In 1928 Dr Rumble, a theology lecturer at the monastery, began a popular Sunday evening radio programme, 'Question Box', answering queries about Catholicism. It continued until 1968 and written versions of his 'Radio Replies' sold millions of copies.

In 1932 the prominent athlete Jim Carlton entered the MSCs, forfeiting his opportunity to compete in the 1932 Olympics. He left the monastery and married in 1945.
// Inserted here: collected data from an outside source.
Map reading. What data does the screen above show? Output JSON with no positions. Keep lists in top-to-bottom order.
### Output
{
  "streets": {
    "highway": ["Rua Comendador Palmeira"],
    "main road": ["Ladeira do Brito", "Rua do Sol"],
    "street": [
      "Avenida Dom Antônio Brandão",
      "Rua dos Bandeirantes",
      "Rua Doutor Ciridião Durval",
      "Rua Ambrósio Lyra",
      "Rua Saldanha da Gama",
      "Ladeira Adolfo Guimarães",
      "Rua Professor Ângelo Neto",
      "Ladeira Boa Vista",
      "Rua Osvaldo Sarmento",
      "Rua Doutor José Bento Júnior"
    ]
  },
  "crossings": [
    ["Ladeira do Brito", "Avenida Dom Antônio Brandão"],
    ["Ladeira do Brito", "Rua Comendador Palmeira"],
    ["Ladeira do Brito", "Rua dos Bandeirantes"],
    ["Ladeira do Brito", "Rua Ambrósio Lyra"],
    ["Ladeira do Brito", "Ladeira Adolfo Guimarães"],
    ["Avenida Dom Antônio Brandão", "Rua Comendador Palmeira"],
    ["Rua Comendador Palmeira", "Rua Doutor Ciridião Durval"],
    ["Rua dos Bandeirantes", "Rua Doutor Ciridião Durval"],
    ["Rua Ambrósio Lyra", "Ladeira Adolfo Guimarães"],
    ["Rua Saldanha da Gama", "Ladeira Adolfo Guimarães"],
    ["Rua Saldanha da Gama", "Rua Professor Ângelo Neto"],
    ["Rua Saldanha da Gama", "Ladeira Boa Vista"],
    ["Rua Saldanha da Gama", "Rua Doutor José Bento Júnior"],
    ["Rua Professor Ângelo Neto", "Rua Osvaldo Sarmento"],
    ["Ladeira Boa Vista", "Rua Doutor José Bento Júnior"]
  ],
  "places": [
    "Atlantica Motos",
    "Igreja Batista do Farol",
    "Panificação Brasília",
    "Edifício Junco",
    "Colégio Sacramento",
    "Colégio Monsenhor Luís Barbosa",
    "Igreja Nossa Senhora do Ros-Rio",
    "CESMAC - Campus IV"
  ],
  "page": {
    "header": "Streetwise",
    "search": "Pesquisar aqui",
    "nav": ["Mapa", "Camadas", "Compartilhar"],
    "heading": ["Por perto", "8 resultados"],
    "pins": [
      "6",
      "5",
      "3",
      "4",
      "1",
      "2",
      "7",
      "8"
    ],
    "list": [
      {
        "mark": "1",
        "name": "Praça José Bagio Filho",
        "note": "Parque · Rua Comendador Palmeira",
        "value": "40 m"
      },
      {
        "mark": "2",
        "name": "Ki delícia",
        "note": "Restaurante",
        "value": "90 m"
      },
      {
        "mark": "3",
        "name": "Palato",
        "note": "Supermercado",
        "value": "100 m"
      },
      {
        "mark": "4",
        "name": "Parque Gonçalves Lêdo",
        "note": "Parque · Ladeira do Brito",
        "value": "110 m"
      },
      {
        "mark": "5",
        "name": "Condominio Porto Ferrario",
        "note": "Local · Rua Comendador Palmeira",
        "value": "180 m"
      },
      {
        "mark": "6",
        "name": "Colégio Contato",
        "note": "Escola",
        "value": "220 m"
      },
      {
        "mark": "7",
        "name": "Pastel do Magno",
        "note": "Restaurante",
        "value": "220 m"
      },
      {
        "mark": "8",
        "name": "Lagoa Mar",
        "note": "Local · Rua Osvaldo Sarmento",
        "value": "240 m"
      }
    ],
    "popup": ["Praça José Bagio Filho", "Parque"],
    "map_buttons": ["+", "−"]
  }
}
In the 1940s and 1950s, the monastery's philosophy lecturer Dr P.J. ("Paddy") Ryan became a prominent speaker on the evils of Communism and leader in Sydney of the anti-Communist "Movement". After the Australian Labor Party split of 1955 he spoke at a large gathering of Movement members held at the monastery, successfully urging them to remain with the A.L.P. instead of joining the new Democratic Labor Party. His colleague Fr Leo Dalton also wrote against communism.

Fr Eugene James (Jim) Cuskelly, who joined the MSCs in 1941, became the Superior General of the order 1969-81 and a writer on spirituality. He was later Auxiliary Bishop of Brisbane.

Fr Barry Brundell is a leading scholar on Pierre Gassendi, while Fr Michael Fallon has published commentaries on all the books of the Bible.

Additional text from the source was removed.